* **Work instructions**
Return only the number of lines in the data below where the word "stream" appears.

* **The data**
______

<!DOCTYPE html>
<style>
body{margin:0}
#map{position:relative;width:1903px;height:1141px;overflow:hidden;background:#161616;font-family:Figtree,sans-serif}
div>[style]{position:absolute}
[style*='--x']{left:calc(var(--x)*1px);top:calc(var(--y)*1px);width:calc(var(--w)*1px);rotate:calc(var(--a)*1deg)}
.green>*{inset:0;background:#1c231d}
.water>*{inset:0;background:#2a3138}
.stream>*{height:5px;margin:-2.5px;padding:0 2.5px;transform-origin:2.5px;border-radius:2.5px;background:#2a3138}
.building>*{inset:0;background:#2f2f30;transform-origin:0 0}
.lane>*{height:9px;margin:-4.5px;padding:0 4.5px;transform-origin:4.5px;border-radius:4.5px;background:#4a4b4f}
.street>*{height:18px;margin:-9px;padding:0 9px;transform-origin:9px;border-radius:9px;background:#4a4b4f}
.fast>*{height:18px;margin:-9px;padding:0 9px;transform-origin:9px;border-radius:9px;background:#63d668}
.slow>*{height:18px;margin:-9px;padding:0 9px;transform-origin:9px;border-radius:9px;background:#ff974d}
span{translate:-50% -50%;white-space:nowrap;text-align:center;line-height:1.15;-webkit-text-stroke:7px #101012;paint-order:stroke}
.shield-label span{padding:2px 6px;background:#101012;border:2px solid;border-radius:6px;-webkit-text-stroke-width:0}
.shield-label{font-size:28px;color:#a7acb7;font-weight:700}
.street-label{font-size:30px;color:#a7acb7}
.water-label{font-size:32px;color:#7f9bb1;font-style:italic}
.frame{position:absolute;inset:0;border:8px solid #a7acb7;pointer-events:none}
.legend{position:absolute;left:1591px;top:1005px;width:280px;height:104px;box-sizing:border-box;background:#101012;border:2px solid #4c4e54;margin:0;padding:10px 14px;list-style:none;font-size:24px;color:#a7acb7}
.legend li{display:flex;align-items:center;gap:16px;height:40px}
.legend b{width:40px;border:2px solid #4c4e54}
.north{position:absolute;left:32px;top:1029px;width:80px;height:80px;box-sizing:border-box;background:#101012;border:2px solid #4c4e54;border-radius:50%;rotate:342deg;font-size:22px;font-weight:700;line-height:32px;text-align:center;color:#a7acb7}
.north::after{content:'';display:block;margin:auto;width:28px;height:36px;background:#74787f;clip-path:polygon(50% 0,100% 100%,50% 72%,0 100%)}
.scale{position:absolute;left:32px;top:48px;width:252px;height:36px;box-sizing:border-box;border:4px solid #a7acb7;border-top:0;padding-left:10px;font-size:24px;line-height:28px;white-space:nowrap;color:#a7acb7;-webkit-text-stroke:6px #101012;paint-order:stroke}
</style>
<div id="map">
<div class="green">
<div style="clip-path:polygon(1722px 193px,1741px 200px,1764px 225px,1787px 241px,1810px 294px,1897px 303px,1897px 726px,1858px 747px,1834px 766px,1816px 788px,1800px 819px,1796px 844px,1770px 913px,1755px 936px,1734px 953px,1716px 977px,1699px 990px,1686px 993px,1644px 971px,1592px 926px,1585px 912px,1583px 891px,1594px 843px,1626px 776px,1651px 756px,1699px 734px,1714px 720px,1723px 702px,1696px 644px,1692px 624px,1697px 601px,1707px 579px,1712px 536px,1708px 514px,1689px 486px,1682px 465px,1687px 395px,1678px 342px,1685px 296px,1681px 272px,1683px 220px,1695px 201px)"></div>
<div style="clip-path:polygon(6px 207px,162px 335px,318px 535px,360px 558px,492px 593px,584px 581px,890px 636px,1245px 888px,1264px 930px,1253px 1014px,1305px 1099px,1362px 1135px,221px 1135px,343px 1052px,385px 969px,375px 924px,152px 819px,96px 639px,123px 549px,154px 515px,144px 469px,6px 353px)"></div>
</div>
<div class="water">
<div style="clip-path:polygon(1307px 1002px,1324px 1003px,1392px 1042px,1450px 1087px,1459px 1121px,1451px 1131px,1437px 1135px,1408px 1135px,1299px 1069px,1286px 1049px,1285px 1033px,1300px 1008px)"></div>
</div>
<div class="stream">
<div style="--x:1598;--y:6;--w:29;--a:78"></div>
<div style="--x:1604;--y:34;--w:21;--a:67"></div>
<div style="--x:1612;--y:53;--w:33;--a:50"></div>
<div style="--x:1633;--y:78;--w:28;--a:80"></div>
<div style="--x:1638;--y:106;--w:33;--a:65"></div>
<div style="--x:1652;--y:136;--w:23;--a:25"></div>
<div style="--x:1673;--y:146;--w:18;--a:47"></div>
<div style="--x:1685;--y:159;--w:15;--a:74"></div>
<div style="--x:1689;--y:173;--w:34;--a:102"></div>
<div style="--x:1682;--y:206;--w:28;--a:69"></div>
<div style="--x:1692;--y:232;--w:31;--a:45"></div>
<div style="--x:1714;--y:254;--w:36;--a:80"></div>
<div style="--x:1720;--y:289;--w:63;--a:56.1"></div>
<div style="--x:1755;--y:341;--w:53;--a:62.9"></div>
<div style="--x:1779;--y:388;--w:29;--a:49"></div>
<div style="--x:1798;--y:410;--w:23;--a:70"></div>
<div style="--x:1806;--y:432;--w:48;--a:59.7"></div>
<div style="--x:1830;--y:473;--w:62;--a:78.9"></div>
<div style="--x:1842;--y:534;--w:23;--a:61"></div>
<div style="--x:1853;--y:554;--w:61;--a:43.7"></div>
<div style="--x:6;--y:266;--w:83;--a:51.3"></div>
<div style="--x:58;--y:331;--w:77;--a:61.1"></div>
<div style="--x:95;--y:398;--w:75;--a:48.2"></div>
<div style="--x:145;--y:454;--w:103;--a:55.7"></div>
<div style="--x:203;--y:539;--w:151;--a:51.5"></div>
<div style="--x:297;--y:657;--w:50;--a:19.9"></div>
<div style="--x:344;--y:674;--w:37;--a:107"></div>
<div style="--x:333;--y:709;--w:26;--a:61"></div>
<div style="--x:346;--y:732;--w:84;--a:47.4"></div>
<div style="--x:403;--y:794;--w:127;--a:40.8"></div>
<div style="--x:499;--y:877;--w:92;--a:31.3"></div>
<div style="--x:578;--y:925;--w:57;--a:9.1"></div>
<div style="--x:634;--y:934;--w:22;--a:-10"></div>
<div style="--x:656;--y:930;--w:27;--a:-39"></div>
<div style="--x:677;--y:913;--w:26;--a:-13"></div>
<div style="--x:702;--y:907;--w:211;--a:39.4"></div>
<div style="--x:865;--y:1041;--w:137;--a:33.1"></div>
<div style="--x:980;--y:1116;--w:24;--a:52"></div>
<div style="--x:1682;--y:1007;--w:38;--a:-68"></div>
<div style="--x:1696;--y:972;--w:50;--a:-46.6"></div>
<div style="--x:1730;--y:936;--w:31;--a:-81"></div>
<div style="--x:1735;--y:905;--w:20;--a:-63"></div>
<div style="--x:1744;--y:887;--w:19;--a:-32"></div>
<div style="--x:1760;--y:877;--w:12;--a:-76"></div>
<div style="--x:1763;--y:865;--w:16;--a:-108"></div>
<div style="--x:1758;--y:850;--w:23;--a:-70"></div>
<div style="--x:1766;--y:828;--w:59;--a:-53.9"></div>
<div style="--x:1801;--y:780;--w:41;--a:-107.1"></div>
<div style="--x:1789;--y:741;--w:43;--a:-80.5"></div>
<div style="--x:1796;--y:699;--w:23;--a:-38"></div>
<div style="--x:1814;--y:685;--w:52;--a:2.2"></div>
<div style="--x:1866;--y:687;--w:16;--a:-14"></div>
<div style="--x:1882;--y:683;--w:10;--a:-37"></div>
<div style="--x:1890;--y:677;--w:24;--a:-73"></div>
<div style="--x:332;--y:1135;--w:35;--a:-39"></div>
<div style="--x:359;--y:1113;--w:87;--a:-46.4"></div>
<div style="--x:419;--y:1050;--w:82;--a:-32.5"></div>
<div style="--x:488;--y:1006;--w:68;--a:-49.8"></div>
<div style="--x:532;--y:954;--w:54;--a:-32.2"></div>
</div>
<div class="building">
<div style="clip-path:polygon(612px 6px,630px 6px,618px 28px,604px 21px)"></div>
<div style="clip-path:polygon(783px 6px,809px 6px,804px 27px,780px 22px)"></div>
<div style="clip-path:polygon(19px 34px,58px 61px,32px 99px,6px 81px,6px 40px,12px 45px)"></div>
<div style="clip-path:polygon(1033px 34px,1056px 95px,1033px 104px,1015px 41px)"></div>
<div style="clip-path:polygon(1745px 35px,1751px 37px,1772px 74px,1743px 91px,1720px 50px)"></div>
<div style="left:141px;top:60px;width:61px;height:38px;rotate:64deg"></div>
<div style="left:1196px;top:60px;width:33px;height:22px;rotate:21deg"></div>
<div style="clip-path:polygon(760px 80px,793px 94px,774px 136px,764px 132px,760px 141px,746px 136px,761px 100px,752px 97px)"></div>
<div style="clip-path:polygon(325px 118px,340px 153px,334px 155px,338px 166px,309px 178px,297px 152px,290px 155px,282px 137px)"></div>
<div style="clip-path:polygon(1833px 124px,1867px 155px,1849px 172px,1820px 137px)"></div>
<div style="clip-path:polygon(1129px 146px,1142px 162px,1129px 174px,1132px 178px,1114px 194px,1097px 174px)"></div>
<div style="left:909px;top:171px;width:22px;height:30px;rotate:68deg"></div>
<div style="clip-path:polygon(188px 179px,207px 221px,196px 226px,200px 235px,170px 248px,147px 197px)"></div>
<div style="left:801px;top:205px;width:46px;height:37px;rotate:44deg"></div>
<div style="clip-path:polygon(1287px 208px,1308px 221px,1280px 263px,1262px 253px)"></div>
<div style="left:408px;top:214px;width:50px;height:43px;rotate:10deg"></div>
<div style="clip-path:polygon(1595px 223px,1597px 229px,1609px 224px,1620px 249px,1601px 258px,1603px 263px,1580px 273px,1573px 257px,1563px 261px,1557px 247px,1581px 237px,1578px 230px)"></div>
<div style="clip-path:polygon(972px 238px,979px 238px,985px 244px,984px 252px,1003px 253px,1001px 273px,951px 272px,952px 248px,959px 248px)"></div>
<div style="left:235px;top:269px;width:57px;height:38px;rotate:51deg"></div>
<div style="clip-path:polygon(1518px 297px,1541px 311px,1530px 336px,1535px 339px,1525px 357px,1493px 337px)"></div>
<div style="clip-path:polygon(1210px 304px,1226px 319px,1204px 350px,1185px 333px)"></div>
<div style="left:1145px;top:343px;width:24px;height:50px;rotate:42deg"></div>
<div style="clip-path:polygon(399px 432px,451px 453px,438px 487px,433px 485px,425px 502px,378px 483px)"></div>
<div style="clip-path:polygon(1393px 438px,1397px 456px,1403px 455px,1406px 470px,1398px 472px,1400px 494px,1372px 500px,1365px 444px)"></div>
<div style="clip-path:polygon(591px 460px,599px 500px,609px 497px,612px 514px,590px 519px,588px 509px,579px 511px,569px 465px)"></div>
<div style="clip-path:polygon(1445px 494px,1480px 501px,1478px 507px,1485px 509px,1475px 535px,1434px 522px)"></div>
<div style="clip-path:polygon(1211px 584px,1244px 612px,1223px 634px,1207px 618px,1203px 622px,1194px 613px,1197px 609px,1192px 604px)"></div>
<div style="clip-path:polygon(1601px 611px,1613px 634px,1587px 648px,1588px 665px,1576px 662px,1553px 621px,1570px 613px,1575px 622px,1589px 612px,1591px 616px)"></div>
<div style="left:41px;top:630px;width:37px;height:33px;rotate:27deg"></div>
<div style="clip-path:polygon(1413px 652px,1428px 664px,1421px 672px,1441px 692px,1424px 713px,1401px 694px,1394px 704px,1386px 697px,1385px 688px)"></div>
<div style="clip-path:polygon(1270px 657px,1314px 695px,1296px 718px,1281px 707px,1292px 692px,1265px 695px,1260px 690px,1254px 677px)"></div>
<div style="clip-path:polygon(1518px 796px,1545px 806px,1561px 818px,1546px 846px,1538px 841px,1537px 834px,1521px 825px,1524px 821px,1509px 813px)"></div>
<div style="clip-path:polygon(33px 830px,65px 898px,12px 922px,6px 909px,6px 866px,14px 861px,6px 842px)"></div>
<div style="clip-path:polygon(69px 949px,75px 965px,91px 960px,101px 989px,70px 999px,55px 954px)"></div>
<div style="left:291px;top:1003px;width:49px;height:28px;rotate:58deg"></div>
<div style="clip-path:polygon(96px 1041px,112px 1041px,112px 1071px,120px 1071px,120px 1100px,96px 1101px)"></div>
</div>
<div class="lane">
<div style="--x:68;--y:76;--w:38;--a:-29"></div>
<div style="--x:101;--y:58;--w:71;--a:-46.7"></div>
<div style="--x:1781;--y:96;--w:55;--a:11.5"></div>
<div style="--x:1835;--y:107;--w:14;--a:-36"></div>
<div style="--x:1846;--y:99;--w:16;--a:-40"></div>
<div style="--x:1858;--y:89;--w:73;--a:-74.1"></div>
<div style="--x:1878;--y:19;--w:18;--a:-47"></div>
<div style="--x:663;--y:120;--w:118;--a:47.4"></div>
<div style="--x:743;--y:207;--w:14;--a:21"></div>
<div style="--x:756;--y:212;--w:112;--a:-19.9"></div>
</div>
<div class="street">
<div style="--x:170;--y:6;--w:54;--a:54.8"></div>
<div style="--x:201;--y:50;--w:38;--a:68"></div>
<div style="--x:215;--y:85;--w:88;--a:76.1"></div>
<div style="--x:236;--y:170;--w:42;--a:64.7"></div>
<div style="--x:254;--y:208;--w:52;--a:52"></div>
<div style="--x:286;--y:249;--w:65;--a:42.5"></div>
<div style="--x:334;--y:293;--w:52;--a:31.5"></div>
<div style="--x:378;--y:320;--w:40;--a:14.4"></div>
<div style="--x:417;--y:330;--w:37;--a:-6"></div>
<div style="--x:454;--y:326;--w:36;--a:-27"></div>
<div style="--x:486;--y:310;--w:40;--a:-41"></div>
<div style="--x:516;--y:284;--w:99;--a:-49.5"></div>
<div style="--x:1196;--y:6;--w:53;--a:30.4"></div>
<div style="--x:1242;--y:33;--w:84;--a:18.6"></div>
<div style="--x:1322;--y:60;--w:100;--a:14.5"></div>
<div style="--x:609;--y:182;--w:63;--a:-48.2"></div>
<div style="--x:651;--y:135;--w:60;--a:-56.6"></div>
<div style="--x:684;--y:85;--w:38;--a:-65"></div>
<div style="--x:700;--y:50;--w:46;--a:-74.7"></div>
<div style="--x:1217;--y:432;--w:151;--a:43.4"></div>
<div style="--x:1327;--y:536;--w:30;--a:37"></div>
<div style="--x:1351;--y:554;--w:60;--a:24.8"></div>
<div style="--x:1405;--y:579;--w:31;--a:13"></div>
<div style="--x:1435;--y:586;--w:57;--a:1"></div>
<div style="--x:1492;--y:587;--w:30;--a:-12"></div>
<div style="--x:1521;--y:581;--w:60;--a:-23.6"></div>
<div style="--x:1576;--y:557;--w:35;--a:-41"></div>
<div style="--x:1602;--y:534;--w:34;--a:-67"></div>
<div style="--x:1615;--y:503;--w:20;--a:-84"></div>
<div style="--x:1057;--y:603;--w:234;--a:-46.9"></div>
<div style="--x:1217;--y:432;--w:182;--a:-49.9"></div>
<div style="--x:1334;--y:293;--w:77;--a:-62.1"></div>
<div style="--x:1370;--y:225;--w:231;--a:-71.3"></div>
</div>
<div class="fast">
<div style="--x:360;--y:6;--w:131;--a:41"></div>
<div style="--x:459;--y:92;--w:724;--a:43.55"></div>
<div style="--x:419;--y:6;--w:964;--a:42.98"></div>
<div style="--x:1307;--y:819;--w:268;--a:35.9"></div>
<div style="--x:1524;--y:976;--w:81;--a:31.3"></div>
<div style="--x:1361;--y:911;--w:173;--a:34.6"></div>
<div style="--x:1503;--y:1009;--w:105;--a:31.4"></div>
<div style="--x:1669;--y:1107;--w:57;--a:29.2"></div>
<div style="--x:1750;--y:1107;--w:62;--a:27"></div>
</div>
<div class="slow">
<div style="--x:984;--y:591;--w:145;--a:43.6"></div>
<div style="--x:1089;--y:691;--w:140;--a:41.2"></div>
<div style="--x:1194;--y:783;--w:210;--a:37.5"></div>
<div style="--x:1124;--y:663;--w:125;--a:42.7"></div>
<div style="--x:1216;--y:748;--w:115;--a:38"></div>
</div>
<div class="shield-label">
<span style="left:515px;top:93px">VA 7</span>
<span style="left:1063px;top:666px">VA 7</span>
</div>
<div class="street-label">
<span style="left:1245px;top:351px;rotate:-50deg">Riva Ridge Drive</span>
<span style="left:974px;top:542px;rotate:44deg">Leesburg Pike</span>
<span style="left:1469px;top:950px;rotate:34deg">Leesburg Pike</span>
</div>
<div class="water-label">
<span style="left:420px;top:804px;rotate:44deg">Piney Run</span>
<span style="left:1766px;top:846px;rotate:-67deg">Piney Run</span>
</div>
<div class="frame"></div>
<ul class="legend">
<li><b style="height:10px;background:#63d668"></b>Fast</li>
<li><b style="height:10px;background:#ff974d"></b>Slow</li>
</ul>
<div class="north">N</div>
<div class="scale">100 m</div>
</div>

______

* **Response to this exercise**
2